The prime targets for censorship are books that mention sex, talk about sex education, or deal with gay and lesbian issues. Books are also likely to come under attack if they contain profane language or violence, are seen as condoning “New Age” philosophies such as meditation, are deemed “too scary” for little kids, or don’t teach “proper respect for authority.”
Rarely do those challenging books use the word censorship. “Nobody wants to call himself or herself a censor,” notes Mark I. West, professor of English at the University of North Carolina and author of “Trust Your Children: Voices Against Censorship in Children’s Literature.” Says West: “Everybody says they are protecting children, or they are defending against blasphemy, or defending family values.”
What is Censorship?
The American Association of School Administrators (AASA), in the book “Censorship and Selection: Issues and Answers for Schools,” defines censorship as: “[T]he removal, suppression, or restricted circulation of literary, artistic, or educational materials — of images, ideas, and information — on the grounds that these are morally or otherwise objectionable in light of standards applied by the censor.” The book, published jointly with the American Library Association (ALA), distinguishes between censorship and the ongoing, necessary reality of selecting educationally appropriate materials for the curriculum and school library. As a rule of thumb, the AASA book argues, censorship rests on an exclusion of materials, while selection involves an inclusion of materials “carried out by trained professionals, familiar with the wide variety of available choices and guided by a clear grasp of the educational purposes to be fulfilled.”

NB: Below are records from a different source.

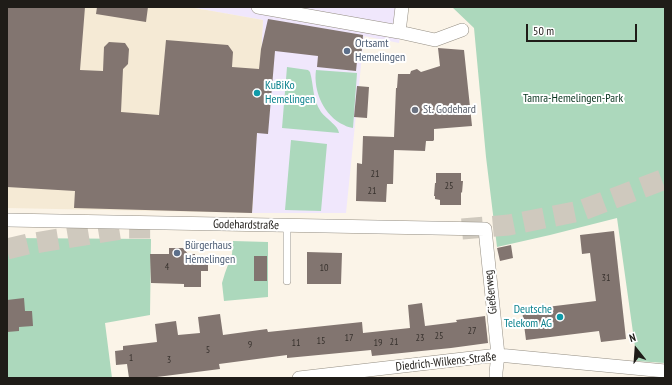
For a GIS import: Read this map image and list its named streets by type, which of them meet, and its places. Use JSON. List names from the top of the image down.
{
  "streets": {
    "street": ["Godehardstraße", "Gießerweg", "Diedrich-Wilkens-Straße"]
  },
  "crossings": [
    ["Godehardstraße", "Gießerweg"],
    ["Gießerweg", "Diedrich-Wilkens-Straße"]
  ],
  "parks": ["Tamra-Hemelingen-Park"],
  "places": [
    "Ortsamt Hemelingen",
    "KuBiKo Hemelingen",
    "St. Godehard",
    "Bürgerhaus Hemelingen",
    "Deutsche Telekom AG"
  ],
  "house_numbers": [
    "21",
    "25",
    "21",
    "4",
    "10",
    "31",
    "27",
    "25",
    "17",
    "23",
    "15",
    "21",
    "11",
    "19",
    "9",
    "5",
    "1",
    "3"
  ],
  "scale_bar": "50 m",
  "north": "top"
}
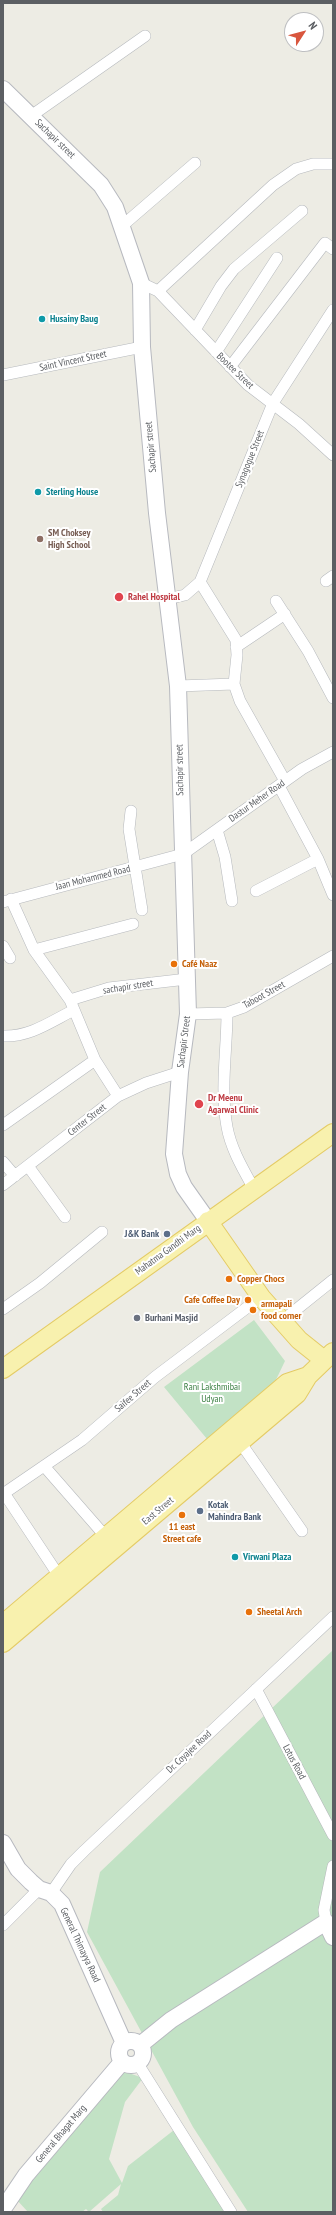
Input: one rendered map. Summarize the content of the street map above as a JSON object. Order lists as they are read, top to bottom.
{
  "streets": {
    "main road": ["Mahatma Gandhi Marg", "East Street"],
    "street": [
      "Sachapir street",
      "Saint Vincent Street",
      "Bootee Street",
      "Synagogue Street",
      "Dastur Meher Road",
      "Jaan Mohammed Road",
      "sachapir street",
      "Taboot Street",
      "Sachapir Street",
      "Center Street",
      "Saifee Street",
      "Dr. Coyajee Road",
      "Lotus Road",
      "General Thimayya Road",
      "General Bhagat Marg"
    ]
  },
  "crossings": [
    ["Sachapir street", "Saint Vincent Street"],
    ["Sachapir street", "Bootee Street"],
    ["Sachapir street", "Synagogue Street"],
    ["Sachapir street", "Dastur Meher Road"],
    ["Sachapir street", "Jaan Mohammed Road"],
    ["Sachapir street", "Sachapir Street"],
    ["Bootee Street", "Synagogue Street"],
    ["Dastur Meher Road", "Jaan Mohammed Road"],
    ["Dastur Meher Road", "Sachapir Street"],
    ["Jaan Mohammed Road", "Sachapir Street"],
    ["sachapir street", "Sachapir Street"],
    ["Taboot Street", "Sachapir Street"],
    ["Sachapir Street", "Center Street"],
    ["Sachapir Street", "Mahatma Gandhi Marg"],
    ["Dr. Coyajee Road", "Lotus Road"],
    ["Dr. Coyajee Road", "General Thimayya Road"],
    ["General Thimayya Road", "General Bhagat Marg"]
  ],
  "parks": ["Rani Lakshmibai Udyan"],
  "places": [
    "Husainy Baug",
    "Sterling House",
    "SM Choksey High School",
    "Rahel Hospital",
    "Café Naaz",
    "Dr Meenu Agarwal Clinic",
    "J&K Bank",
    "Copper Chocs",
    "Cafe Coffee Day",
    "armapali food corner",
    "Burhani Masjid",
    "Kotak Mahindra Bank",
    "11 east Street cafe",
    "Virwani Plaza",
    "Sheetal Arch"
  ],
  "north": "top right"
}
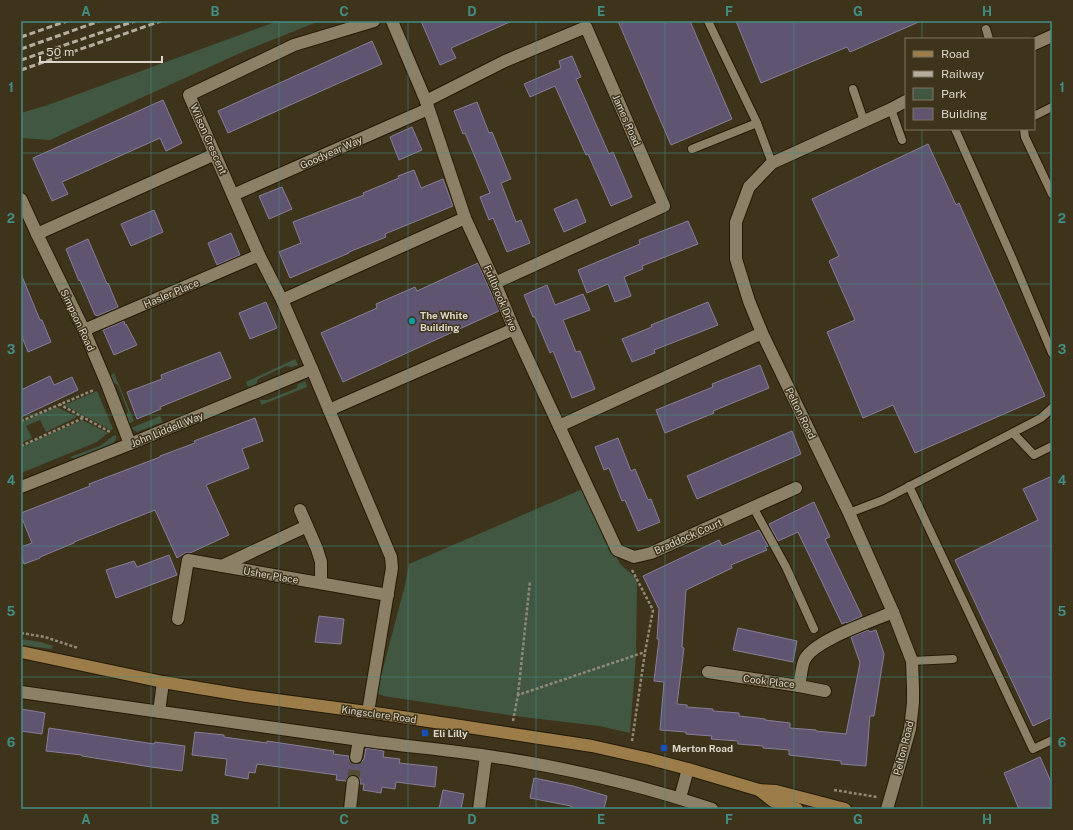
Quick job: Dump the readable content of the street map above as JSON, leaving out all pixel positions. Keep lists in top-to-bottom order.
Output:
{
  "streets": {
    "street": [
      "James Road",
      "Wilson Crescent",
      "Goodyear Way",
      "Hasler Place",
      "Fullbrook Drive",
      "Simpson Road",
      "Pelton Road",
      "John Liddell Way",
      "Braddock Court",
      "Usher Place",
      "Cook Place",
      "Kingsclere Road"
    ]
  },
  "crossings": [
    ["James Road", "Goodyear Way"],
    ["James Road", "Fullbrook Drive"],
    ["Wilson Crescent", "Goodyear Way"],
    ["Wilson Crescent", "Hasler Place"],
    ["Hasler Place", "Simpson Road"],
    ["Simpson Road", "John Liddell Way"],
    ["Pelton Road", "Cook Place"]
  ],
  "places": {
    "other": ["The White Building"],
    "transit": ["Eli Lilly", "Merton Road"]
  },
  "legend": [
    "Road",
    "Railway",
    "Park",
    "Building"
  ],
  "scale_bar": "50 m",
  "grid": {
    "columns": [
      "A",
      "B",
      "C",
      "D",
      "E",
      "F",
      "G",
      "H"
    ],
    "rows": [
      "1",
      "2",
      "3",
      "4",
      "5",
      "6"
    ]
  }
}
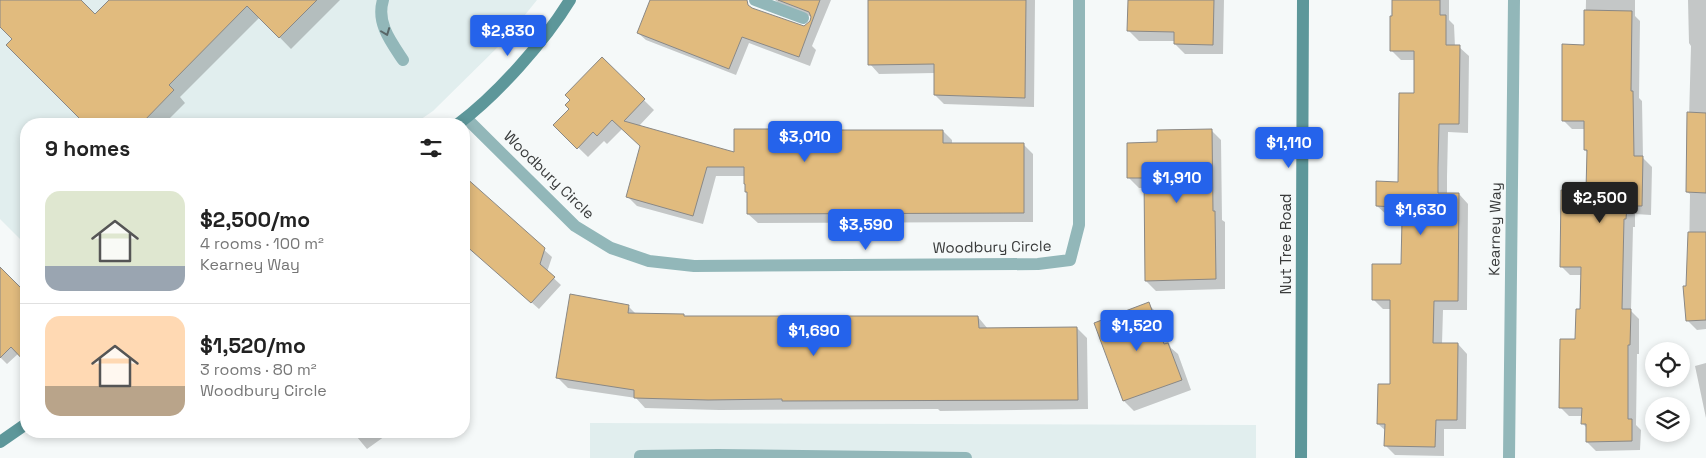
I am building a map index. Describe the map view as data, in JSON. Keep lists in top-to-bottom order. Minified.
{"streets":{"main road":["Nut Tree Road"],"street":["Woodbury Circle","Kearney Way"]},"page":{"price":["$2,830","$3,010","$1,110","$1,910","$2,500","$1,630","$3,590","$1,520","$1,690"],"heading":"9 homes","list":[{"name":"$2,500/mo","note":"4 rooms · 100 m² · Kearney Way"},{"name":"$1,520/mo","note":"3 rooms · 80 m² · Woodbury Circle"}]}}
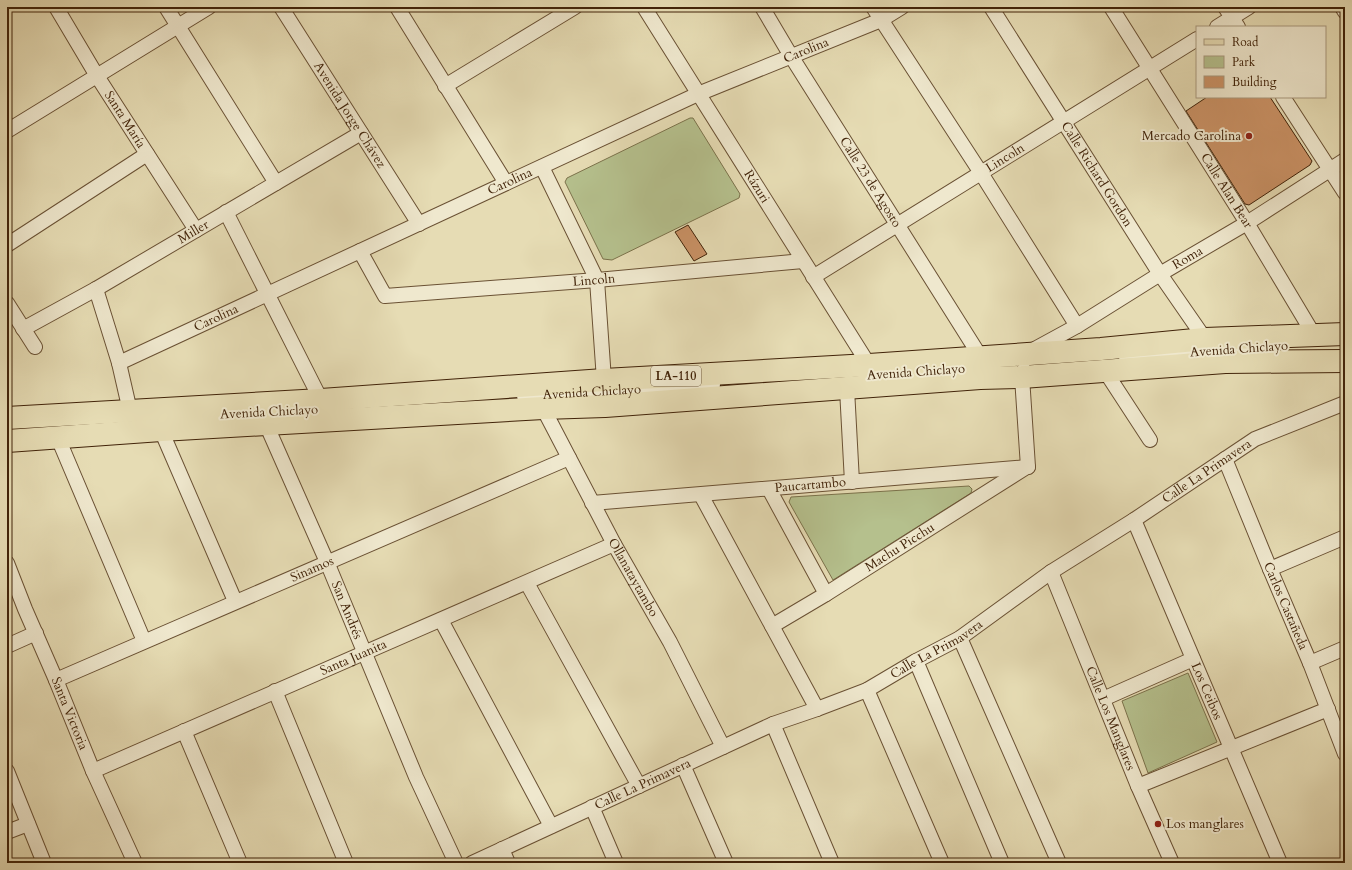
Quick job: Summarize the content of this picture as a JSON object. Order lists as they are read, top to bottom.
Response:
{
  "streets": {
    "main road": ["Avenida Chiclayo", "LA-110"],
    "street": [
      "Carolina",
      "Avenida Jorge Chávez",
      "Santa María",
      "Lincoln",
      "Calle Richard Gordon",
      "Calle 23 de Agosto",
      "Rázuri",
      "Calle Alan Bear",
      "Miller",
      "Roma",
      "Calle La Primavera",
      "Paucartambo",
      "Machu Picchu",
      "Sinamos",
      "Ollanataytambo",
      "Carlos Castañeda",
      "San Andrés",
      "Santa Juanita",
      "Los Ceibos",
      "Santa Victoria",
      "Calle Los Manglares"
    ]
  },
  "crossings": [
    ["Carolina", "Avenida Jorge Chávez"],
    ["Carolina", "Lincoln"],
    ["Carolina", "Calle 23 de Agosto"],
    ["Carolina", "Rázuri"],
    ["Avenida Jorge Chávez", "Miller"],
    ["Santa María", "Miller"],
    ["Lincoln", "Calle Richard Gordon"],
    ["Lincoln", "Calle 23 de Agosto"],
    ["Lincoln", "Rázuri"],
    ["Lincoln", "Calle Alan Bear"],
    ["Calle Richard Gordon", "Roma"],
    ["Calle Richard Gordon", "Avenida Chiclayo"],
    ["Calle 23 de Agosto", "Avenida Chiclayo"],
    ["Rázuri", "Avenida Chiclayo"],
    ["Calle Alan Bear", "Roma"],
    ["Calle Alan Bear", "Avenida Chiclayo"],
    ["Roma", "Avenida Chiclayo"],
    ["Avenida Chiclayo", "Ollanataytambo"],
    ["Avenida Chiclayo", "San Andrés"],
    ["Calle La Primavera", "Ollanataytambo"],
    ["Calle La Primavera", "Carlos Castañeda"],
    ["Calle La Primavera", "Los Ceibos"],
    ["Calle La Primavera", "Calle Los Manglares"],
    ["Paucartambo", "Machu Picchu"],
    ["Paucartambo", "Ollanataytambo"],
    ["Sinamos", "Ollanataytambo"],
    ["Sinamos", "San Andrés"],
    ["Sinamos", "Santa Victoria"],
    ["Ollanataytambo", "Santa Juanita"],
    ["San Andrés", "Santa Juanita"],
    ["Santa Juanita", "Santa Victoria"]
  ],
  "places": ["Mercado Carolina", "Los manglares"],
  "legend": ["Road", "Park", "Building"]
}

There are generally three levels of challenges to school materials, according to Deanna Duby, director of education policy for People for the American Way, a Washington D.C.-based organization opposed to censorship and other attacks on the freedom to learn in public schools.
- A parent who doesn’t want their child to read a particular book.
- A parent, teacher, administrator, or school board member who argues that no one in the class or school should read the book in dispute.
- Someone who is part of an organized campaign, whether of a local or national group, and who goes in ready for a fight and wants to make a broader political point.
The first type of challenge is often worked out at the classroom level when a teacher explains the curricular purpose of a book or how a book with profane language can still have educational merit, or offers an alternative reading assignment to a student. While there is a tendency to sometimes lump together censorship and challenges to books, teachers need to understand that any parent has the right to question the educational appropriateness of a particular book. The Bill of Rights protects not only freedom of speech but the right to petition the government for redress of grievances — and public school teachers are government employees.
Most experts on censorship argue that the line is crossed when the parent demands that no one in the class, or in the entire school, should read the book or material being challenged. Bannings spawned by an individual parent’s complaint seem to be the most common form of censorship, according to groups that track the issue.
“One of our recommendations is that if a parent or student objects to a particular book that is being read by the entire class, the student be given an alternative book,” says Charles Suhor, a representative of the National Council of Teachers of English (NCTE), who often deals with censorship issues. “If the parent still objects, they are in the position of saying they want to not only guide their child’s reading but the reading of other students. And that, we think, is censorship.”
While so-called “opt-out” provisions are not without their problems, they have provided an important safety valve that “defuses the ability of a parent or group to censor books,” argues West. Coming up with alternative assignments can be disruptive to the curriculum and a “bit of a headache” for teachers, West notes, “but a lot less of a headache than spending your afternoons and evenings at a school board meeting justifying why you are assigning a particular book.”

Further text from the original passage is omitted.